In Lake County, Schwarzenegger's action will eliminate child care services for 149 children – from birth to age 13 – and jeopardizes employment for 73 working families and 100 child care providers, Sedrick said. While that may sound like a small number of families, Sedrick said it really isn't.


The Stage 3 program is for families that have been off cash aid for 24 months and are working, said Sedrick.


When a family of two starts to make $1,820 a month, they start paying a family fee which is fed back into the program to support more children, she said.


The program's budget this year put $475,458 directly into the hands of local child care providers, who provide subsidized child care services to the families, Sedrick said.


Based on a 2009 Cornell University study on the economics of child care, Sedrick said every dollar invested in child care provides an economic impact of $3.50 to the economy in goods services and tax revenue, for a local estimated economic impact of approximately $1,664,106.


Senate President Pro Tem Darrell Steinberg has announced that he will seek to reverse Schwarzenegger's veto of the funding and restore the $256 million in child care funds, which was applauded by State Superintendent of Public Instruction Jack O'Connell.


“The governor used his blue pencil to attack California's working poor families,” said O'Connell. “Clearly, these are working parents with children, who are trying to do the right thing to support their families, just the people we should be supporting during these tough economic times.”


But, in the meantime, the state is taking immediate action, Sedrick said.


“We've been told by the state Department of Education that the program ends and all families are to be off the program by Nov. 11 so we've already sent out termination notices,” she said.


Sedrick also cut hours for her 20 employees in Lake and Mendocino counties effective Nov. 1, reducing them as low as possible so they could still get health benefits.


She will reevaluate the situation in 90 days, hoping by then that legislators will have put the fix in place.
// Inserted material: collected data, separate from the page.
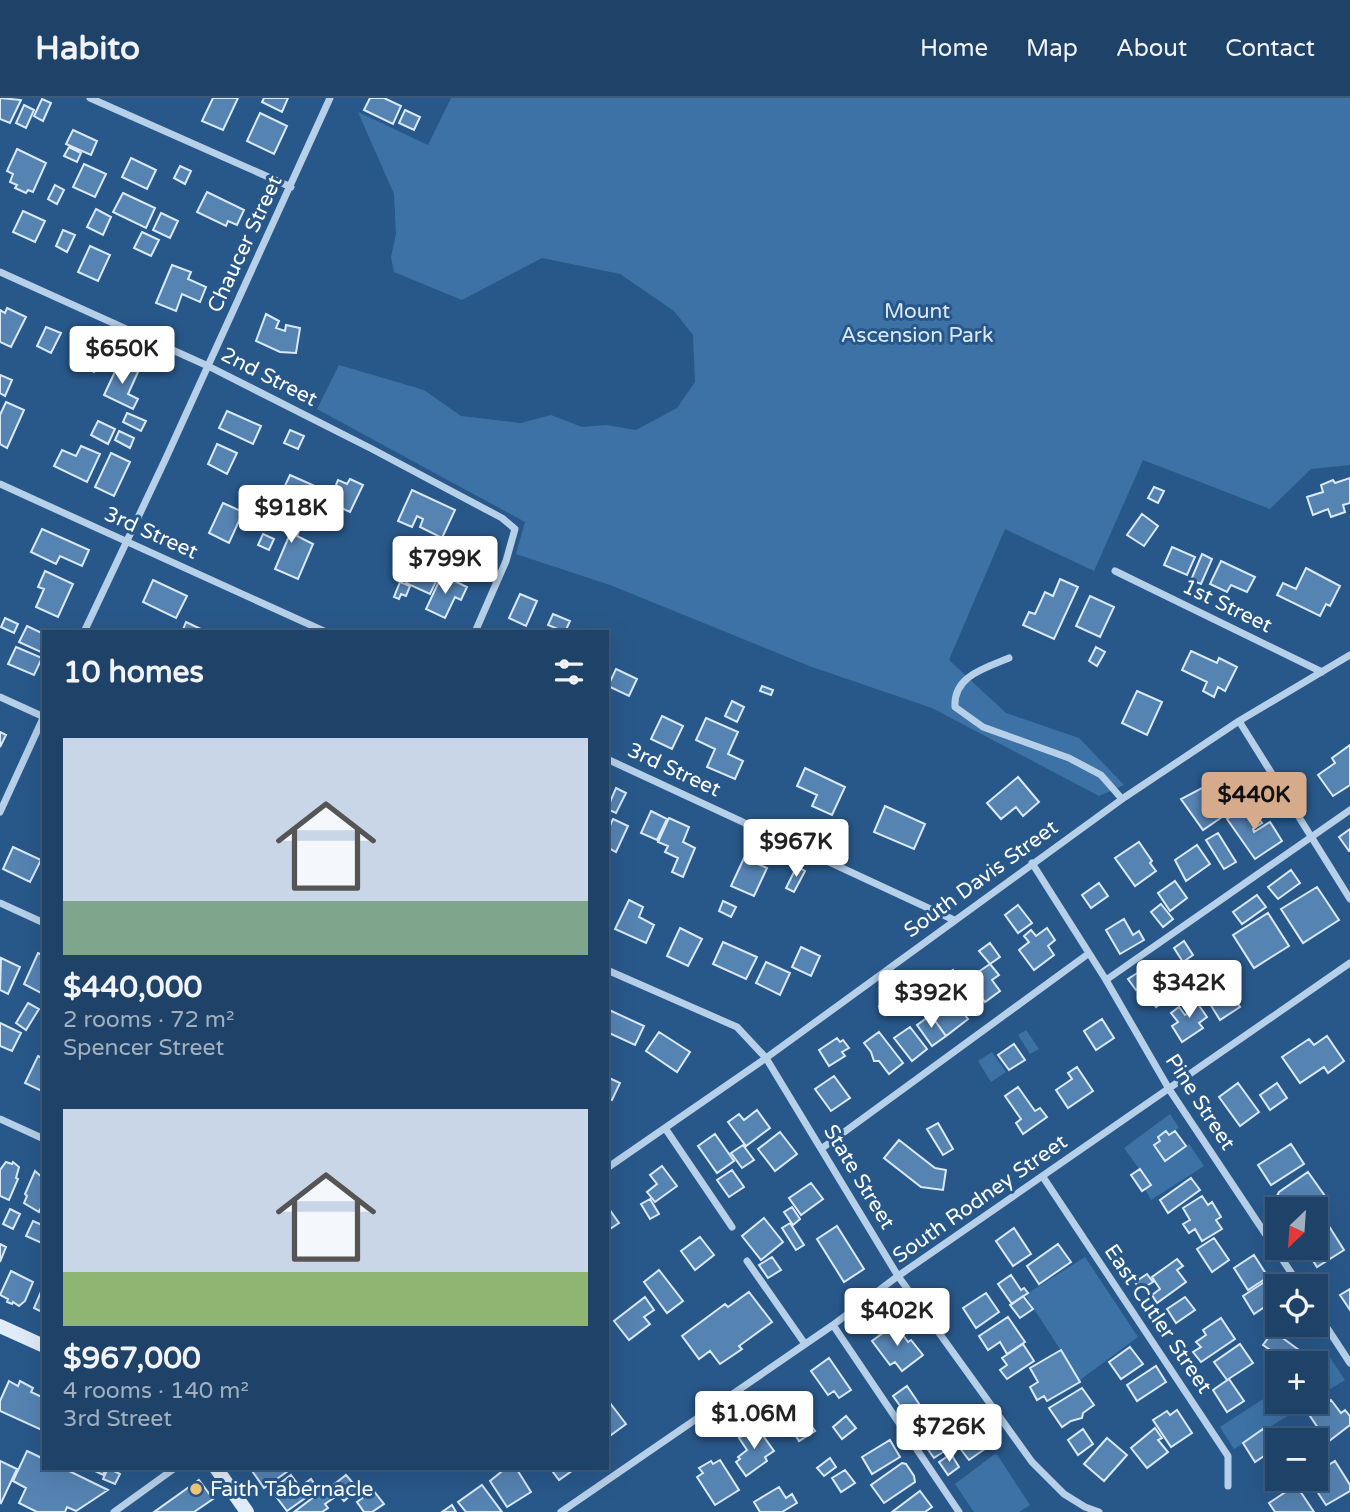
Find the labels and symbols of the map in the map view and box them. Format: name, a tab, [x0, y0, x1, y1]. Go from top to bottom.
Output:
street label: Chaucer Street	[202, 171, 288, 317]
park label: Mount Ascension Park	[841, 299, 993, 348]
pin: $650K	[73, 327, 171, 386]
street label: 2nd Street	[217, 342, 321, 412]
pin: $918K	[242, 486, 340, 545]
street label: 3rd Street	[100, 501, 202, 565]
pin: $799K	[396, 536, 494, 596]
street label: 1st Street	[1178, 574, 1276, 638]
street label: 3rd Street	[624, 738, 724, 802]
pin: $440K	[1205, 772, 1303, 832]
street label: South Davis Street	[899, 815, 1063, 943]
pin: $967K	[747, 820, 845, 879]
pin: $342K	[1140, 960, 1238, 1020]
pin: $392K	[882, 970, 980, 1030]
street label: Pine Street	[1160, 1049, 1240, 1155]
street label: State Street	[818, 1120, 900, 1234]
street label: South Rodney Street	[888, 1129, 1072, 1269]
north arrow	[1265, 1197, 1328, 1260]
street label: East Cutler Street	[1099, 1240, 1217, 1398]
pin: $402K	[848, 1288, 946, 1348]
pin: $1.06M	[697, 1392, 811, 1451]
pin: $726K	[900, 1404, 998, 1464]
place label: Faith Tabernacle	[210, 1477, 374, 1502]
marker: Faith Tabernacle	[188, 1481, 204, 1497]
But if there isn't a fix, Sedrick will have to look at layoffs beginning Feb. 1, 2011.


Sedrick said the impacted families who are currently working, paying taxes and contributing to Lake County's struggling economy will be forced to make difficult decisions between caring for their children or maintaining their employment.
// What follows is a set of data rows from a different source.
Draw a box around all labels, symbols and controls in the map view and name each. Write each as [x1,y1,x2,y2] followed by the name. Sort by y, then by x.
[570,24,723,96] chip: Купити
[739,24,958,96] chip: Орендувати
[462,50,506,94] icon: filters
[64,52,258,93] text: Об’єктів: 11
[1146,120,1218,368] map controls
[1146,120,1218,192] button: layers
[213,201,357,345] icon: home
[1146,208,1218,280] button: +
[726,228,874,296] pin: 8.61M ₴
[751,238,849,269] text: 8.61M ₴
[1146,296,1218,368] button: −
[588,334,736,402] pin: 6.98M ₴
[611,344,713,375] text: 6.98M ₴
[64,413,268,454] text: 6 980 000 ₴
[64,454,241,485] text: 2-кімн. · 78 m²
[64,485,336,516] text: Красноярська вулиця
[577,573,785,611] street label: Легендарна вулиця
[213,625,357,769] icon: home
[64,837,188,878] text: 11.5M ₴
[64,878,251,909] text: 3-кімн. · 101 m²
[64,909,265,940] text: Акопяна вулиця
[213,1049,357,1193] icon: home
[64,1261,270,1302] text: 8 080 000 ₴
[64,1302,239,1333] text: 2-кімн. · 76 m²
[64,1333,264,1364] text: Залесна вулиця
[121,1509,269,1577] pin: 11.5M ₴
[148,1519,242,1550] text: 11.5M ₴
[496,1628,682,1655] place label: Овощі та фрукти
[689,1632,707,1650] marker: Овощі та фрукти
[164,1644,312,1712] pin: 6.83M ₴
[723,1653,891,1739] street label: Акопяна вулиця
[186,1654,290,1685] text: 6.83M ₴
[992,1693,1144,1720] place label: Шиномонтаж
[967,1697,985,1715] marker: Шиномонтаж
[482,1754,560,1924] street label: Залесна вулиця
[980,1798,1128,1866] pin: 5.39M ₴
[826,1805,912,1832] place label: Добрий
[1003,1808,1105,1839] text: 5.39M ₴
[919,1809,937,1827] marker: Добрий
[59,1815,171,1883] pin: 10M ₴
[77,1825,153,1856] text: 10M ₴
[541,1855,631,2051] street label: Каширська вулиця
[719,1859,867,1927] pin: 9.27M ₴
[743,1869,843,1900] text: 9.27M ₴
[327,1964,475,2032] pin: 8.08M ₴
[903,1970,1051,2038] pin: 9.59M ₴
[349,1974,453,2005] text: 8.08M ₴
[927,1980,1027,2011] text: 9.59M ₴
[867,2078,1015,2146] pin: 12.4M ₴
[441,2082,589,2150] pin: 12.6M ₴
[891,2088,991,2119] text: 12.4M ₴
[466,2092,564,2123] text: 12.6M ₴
“I don't know what they're going to do,” said Sedrick, adding that the program has never faced such an attack before.


Sedrick said 100 Lake County child care providers, including licensed family child care homes and child care centers, will lose payment for services, placing their businesses at risk of closure.
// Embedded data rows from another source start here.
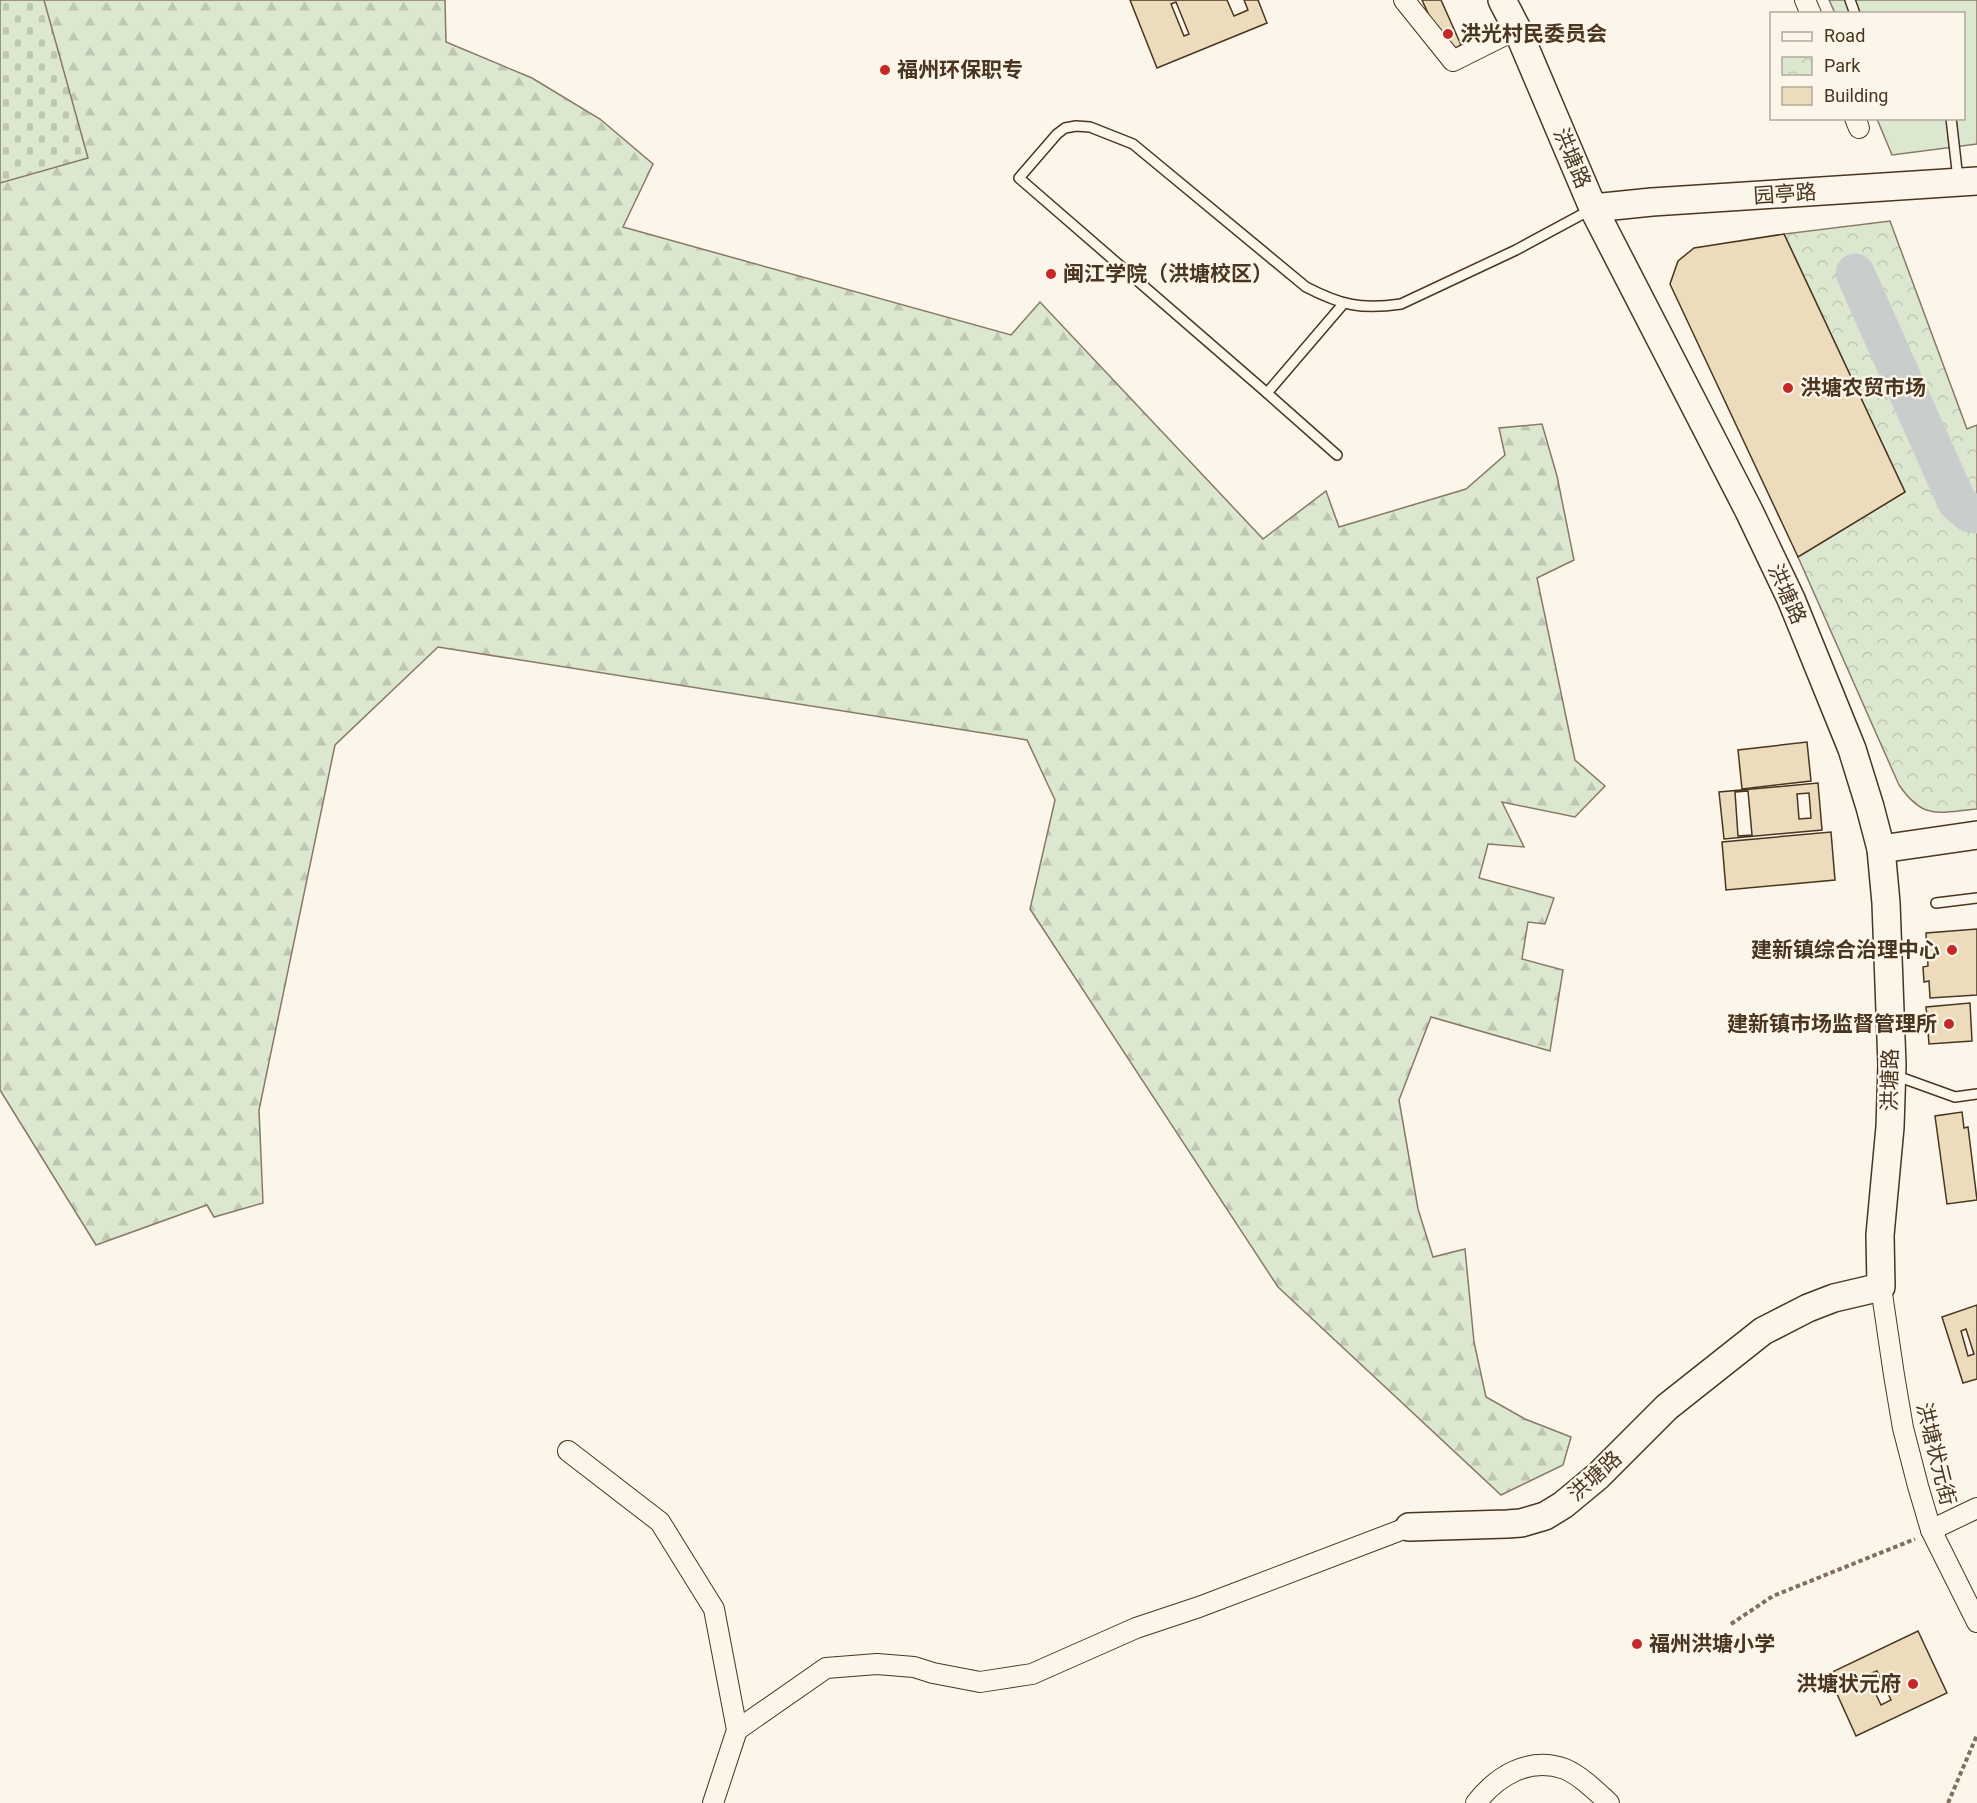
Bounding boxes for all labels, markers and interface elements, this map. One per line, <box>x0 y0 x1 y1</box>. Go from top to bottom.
legend <box>1770 12 1965 120</box>
place label: 洪光村民委员会 <box>1460 22 1607 46</box>
text: Road <box>1824 25 1865 46</box>
marker: 洪光村民委员会 <box>1441 27 1455 41</box>
text: Park <box>1824 55 1861 76</box>
place label: 福州环保职专 <box>897 58 1023 82</box>
marker: 福州环保职专 <box>878 63 892 77</box>
text: Building <box>1824 85 1888 106</box>
street label: 洪塘路 <box>1549 124 1595 192</box>
street label: 园亭路 <box>1753 180 1817 208</box>
place label: 闽江学院（洪塘校区） <box>1063 262 1273 286</box>
marker: 闽江学院（洪塘校区） <box>1044 267 1058 281</box>
place label: 洪塘农贸市场 <box>1800 376 1926 400</box>
marker: 洪塘农贸市场 <box>1781 381 1795 395</box>
street label: 洪塘路 <box>1763 560 1811 628</box>
place label: 建新镇综合治理中心 <box>1751 938 1940 962</box>
marker: 建新镇综合治理中心 <box>1945 943 1959 957</box>
place label: 建新镇市场监督管理所 <box>1727 1012 1937 1036</box>
marker: 建新镇市场监督管理所 <box>1942 1017 1956 1031</box>
street label: 洪塘路 <box>1877 1048 1903 1112</box>
street label: 洪塘状元街 <box>1912 1400 1960 1508</box>
street label: 洪塘路 <box>1564 1446 1626 1506</box>
place label: 福州洪塘小学 <box>1649 1632 1775 1656</box>
marker: 福州洪塘小学 <box>1630 1637 1644 1651</box>
place label: 洪塘状元府 <box>1796 1672 1901 1696</box>
marker: 洪塘状元府 <box>1906 1677 1920 1691</box>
She said local child care providers are already struggling with high vacancy rates due to the unemployment in Lake County.


Parents search for options


Within days of the veto, the notices began going out to local families.


Maria Shepherd of Hidden Valley Lake, who has a 5-year-old daughter who has benefited from the assistance since she was 9 months old, said the program has helped her considerably as she's raised her children on her own.


Shepherd works four days a week at the Middletown Rancheria tribal office, where she has been employed for four years, and makes too much money to qualify for certain programs, but the subsidized daycare helps her make ends meet and stay employed.


“You really don't want to take away from someone that's trying to help themselves,” she said.


She said she only received three weeks' notice that the services were being cut.


“I have been trying all my options and, actually, I'm just a little stressed,” Shepherd said, adding, “I just really don't know what to do.”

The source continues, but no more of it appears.